O livro que acompanha  a exposição concebeu-se como uma “colagem", integrada pelo estudo dos comissários, mas também por alguns depoimentos, escritos da época das personagens envolvidas e revisões posteriores sobre diferentes aspectos deste episódio e sobre cada autor em particular, a fim de fornecer elementos de procedência e natureza diversa que tragam informações complementares a este trabalho. Acrescentou-se uma parte documental, que trata individualmente cada obra. No historial expositivo das peças e, seguindo a ideia que anima o projecto em geral, optámos por registar só aquelas exposições decorridas durante o período em causa. alargando-o na sua data final até 1956, isto é, até ao ano em que tem lugar a plena aceitação do Surrealismo no meio português, como bem demonstrou a concessão do Prémio do Público, no 1 Salão dos Artistas de Hoje, a um quadro surrealizante de Jorge Gamito.
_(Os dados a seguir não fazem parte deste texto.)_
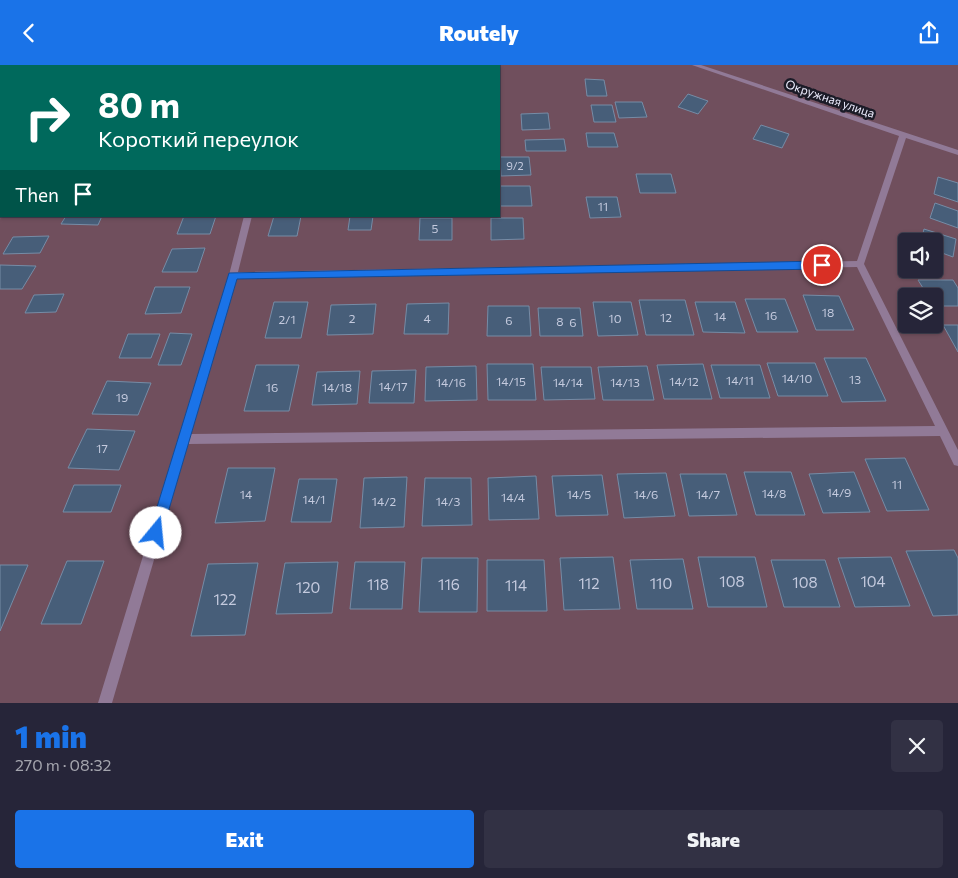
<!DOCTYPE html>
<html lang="en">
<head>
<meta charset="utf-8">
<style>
	body { margin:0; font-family:Commissioner,sans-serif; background:#323144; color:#f1f3f6; height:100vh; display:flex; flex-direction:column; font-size:19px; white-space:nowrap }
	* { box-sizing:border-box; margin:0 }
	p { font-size:16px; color:#a4a5ae }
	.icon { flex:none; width:28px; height:28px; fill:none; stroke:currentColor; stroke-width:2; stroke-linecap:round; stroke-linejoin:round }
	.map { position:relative; height:638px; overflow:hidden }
	.panel { display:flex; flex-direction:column; background:#262539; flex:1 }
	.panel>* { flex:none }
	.top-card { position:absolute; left:0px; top:0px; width:500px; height:152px; box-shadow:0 1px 4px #0004,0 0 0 1px #424253; background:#00695c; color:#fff; overflow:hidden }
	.controls { position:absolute; left:898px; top:168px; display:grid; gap:10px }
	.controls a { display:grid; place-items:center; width:45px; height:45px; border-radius:5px; background:#262539; box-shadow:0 1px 4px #0004,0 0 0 1px #424253; font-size:25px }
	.pin { position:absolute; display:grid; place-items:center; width:42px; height:42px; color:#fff; margin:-21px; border:2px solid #fff; border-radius:50%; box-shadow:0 1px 5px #0007 }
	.me { position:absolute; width:55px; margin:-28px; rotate:17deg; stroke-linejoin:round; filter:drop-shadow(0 0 4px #0008) }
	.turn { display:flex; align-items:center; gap:18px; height:105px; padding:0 15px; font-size:22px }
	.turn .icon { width:65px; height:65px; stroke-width:2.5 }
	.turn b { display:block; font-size:35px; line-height:42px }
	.then { display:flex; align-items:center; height:48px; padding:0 15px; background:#0003; gap:10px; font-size:19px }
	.round { display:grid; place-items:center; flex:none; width:52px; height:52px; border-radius:5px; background:#323144 }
	.head { display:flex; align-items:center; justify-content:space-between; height:85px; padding:0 15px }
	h1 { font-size:30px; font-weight:800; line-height:38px; color:#1a73e8 }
	.action { display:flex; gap:10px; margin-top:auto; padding:10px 15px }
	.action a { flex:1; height:58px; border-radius:5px; background:#1a73e8; color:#fff; font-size:20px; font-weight:800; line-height:58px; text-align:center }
	.action a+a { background:#323144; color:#f1f3f6 }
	header { display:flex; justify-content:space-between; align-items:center; height:65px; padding:0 15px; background:#1a73e8; color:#fff; font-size:22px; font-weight:800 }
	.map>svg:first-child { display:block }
</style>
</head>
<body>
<header><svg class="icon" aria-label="back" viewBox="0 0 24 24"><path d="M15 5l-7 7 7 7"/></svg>Routely<svg class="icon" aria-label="share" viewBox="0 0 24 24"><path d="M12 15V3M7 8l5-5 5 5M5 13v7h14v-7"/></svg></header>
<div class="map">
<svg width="958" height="638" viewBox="0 0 958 638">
	<rect width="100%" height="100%" fill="#32314c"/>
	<path fill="#704f5d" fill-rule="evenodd" d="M97 0H958V638H0V142L1 151H499V1ZM906 176H934V204H906ZM906 231H934V259H906Z"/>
	<path fill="#795665" d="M0 0H110L1 1 2 151 0 155Z"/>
	<path fill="#475e79" stroke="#768ca6" d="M585 14 604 15 607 31H587Z
		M688 29 708 36 698 49 678 42Z
		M615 37H642L647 52 619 53Z
		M591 40H612L616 57H594Z
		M548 48 550 64 522 65 521 49Z
		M761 60 789 69 782 83 753 74Z
		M586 68H614L618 82H588Z
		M564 74 566 86H526L525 75Z
		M500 92H529L531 110 501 111Z
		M636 109H671L676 128H640Z
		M938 112 958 118V137L934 129Z
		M500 121H530L532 141H500Z
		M586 132H617L621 152 590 153Z
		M935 138 958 146V163L930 153Z
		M66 151H102L98 160 61 159Z
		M184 151H216L210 169H177Z
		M274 151H301L297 171H268Z
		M350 151H373L371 165H348Z
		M420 153H452V175H419Z
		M491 153H523L524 174 491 175Z
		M924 164 956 174 953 192 934 185V176H921Z
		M49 171 40 188 3 189 13 172Z
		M205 183 197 207H162L172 184Z
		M0 200 36 201 22 224H0Z
		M918 215H953L958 223V241H934V231H928Z
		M155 222H190L181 248 145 249Z
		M64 229 56 247 25 248 34 230Z
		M803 230 839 231 854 265H816Z
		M745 234H785L798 267H757Z
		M639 235H685L694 270H646Z
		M274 237H308L301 273H265Z
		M593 237H631L638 270 598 271Z
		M695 237H735L745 268 703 267Z
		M449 238 448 269H404L407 239Z
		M376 239 373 269 327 270 331 240Z
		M488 241H529L531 271H487Z
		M538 243H580L583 271H540Z
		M943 260H958V287Z
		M170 268 192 269 181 300H158Z
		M128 269H160L151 293H119Z
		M824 293H866L886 336 842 337Z
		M767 298H815L828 331H778Z
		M487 299H533L536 335H488Z
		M703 299 712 334H664L657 300Z
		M256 300H299L289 346H244Z
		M711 300H760L770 333H720Z
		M476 301 477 335 425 336 426 302Z
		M647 301 654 335H603L598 302Z
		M541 302H591L595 334 544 335Z
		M416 305 414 338H369L372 306Z
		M360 306 357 339 312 340 317 307Z
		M107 316 151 318 138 350 92 349Z
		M87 364 135 366 119 405 68 403Z
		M905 393 929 445 887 446 865 394Z
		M228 403H275L265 456 215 458Z
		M744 407H791L805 450H756Z
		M854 407 870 447 823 448 809 409Z
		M666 408 675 451 624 453 617 409Z
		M680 409H726L737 450 689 451Z
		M602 410 608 450 556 451 552 411Z
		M536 411 539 454 489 455 488 413Z
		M407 412 404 462 360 463 364 413Z
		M425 413H471L472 460 422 461Z
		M299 414H337L331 457H291Z
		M74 420H121L111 447H63Z
		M954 485 958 493V550L933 551 906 486Z
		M613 492 620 544 564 545 560 493Z
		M698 492H755L767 542H708Z
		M891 492 910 541 855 542 838 493Z
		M422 493H478L477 547H419Z
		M683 494 693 544H637L630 495Z
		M487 495H544L547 546H487Z
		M771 495H825L840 542H784Z
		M67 496H104L81 559H41Z
		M338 497 332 548 276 549 285 498Z
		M355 497H405L402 544H350Z
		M258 498 245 570 191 571 208 499Z
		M0 500H28L0 566Z"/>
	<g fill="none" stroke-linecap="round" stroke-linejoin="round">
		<path fill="#917a97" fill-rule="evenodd" d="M80 0H86V1H80Z
			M321 0H492L321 1Z
			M692 0H701L958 85V90L906 73 864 199 958 385V401L954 400 940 371 188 379 112 638H98L229 210 244 151H252L238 207 857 196 899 71ZM857 202 935 361 191 369 236 213Z
			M1 112V119L0 120V113Z"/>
	</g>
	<path fill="#1a73e8" stroke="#114b97" d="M822 196 827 200 822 204 237 214 162 468 160 473 156 475 151 473 149 468 229 208Z"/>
	<g text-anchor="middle" stroke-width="5" stroke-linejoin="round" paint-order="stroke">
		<g font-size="11" fill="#c4cade">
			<text x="515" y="105">9/2</text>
		</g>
		<g font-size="12" fill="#eef" stroke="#1b1b27">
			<text transform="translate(830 34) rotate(19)" y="4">Окружная улица</text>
		</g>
		<g font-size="12" fill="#c4cade">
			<text x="603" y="146">11</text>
			<text x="435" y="168">5</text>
			<text x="828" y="252">18</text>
			<text x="771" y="255">16</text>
			<text x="720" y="256">14</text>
			<text x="666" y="257">12</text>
			<text x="352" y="258">2</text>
			<text x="427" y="258">4</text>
			<text x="615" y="258">10</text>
			<text x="287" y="259">2/1</text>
			<text x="509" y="260">6</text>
			<text x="560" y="261">8</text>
			<text x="573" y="262">6</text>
			<text x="797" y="318">14/10</text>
			<text x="855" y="319">13</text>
			<text x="740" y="320">14/11</text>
			<text x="511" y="321">14/15</text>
			<text x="684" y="321">14/12</text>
			<text x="451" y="322">14/16</text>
			<text x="568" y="322">14/14</text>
			<text x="625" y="322">14/13</text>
			<text x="393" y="326">14/17</text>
			<text x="272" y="327">16</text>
			<text x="337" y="327">14/18</text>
			<text x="122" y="337">19</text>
			<text x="102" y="388">17</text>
			<text x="897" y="424">11</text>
			<text x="839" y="432">14/9</text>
			<text x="774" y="433">14/8</text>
			<text x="246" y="434">14</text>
			<text x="579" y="434">14/5</text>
			<text x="646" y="434">14/6</text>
			<text x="708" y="434">14/7</text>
			<text x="513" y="437">14/4</text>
			<text x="314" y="439">14/1</text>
			<text x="384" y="441">14/2</text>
			<text x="448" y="441">14/3</text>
		</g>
		<g font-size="15" fill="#c4cade">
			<text x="732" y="522">108</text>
			<text x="873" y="522">104</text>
			<text x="805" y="523">108</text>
			<text x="589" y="524">112</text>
			<text x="661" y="524">110</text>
			<text x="378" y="525">118</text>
			<text x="449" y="525">116</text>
			<text x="516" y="526">114</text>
			<text x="308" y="528">120</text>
			<text x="225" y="540">122</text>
		</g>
	</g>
</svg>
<div class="controls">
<a><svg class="icon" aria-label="sound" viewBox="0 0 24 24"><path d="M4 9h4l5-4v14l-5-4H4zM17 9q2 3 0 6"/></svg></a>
<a><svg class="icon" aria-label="layers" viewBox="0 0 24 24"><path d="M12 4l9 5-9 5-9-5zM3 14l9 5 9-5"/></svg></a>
</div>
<div class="pin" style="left:822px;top:200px;background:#d93025"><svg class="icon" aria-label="arrive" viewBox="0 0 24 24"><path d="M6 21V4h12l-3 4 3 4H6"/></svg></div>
<svg class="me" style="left:156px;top:468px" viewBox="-20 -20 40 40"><circle r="19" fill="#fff"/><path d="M0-13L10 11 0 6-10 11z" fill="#1a73e8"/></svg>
<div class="top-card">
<div class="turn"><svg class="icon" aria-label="right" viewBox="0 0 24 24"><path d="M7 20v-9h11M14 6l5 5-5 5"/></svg><div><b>80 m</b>Короткий переулок</div></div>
<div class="then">Then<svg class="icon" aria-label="arrive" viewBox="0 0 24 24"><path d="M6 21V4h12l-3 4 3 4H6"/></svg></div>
</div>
</div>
<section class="panel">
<div class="head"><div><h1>1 min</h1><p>270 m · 08:32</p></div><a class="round"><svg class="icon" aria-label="close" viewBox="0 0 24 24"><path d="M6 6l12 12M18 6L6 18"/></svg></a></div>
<div class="action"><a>Exit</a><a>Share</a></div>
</section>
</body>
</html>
Deixámos de fora a participação de cada obra em mostras colectivas e indi­viduais realizadas a partir desta data que, por não contribuirem para o refazer da repercussão no período em causa, só possuem um carácter de revisão ou legitimação. De natureza mais histórica e factual, apresenta-se    uma cronologia que contempla os acontecimentos, exposições, produção de artistas e escritores, viagens, formação e dissolução de grupos, divergências internas, repercussão pública e respostas críticas. Encerra este trabalho um capí­tulo que aborda a biografia e o historial expositivo de cada um dos nomes que integram a mostra, e outro com bibliografia geral e individual, activa e passiva. Os dois últimos, sendo exaustivos, não pretendem ser definitivos e foram, portanto, sujeitos a alguma selecção. O carácter excessivamente volumoso da parte bibliográfica e o facto de existir uma discriminação individual de exposições levou-nos a não referenciar os catálogos, à excepção daquelas mono­grafias de maior repercussão historiográfica.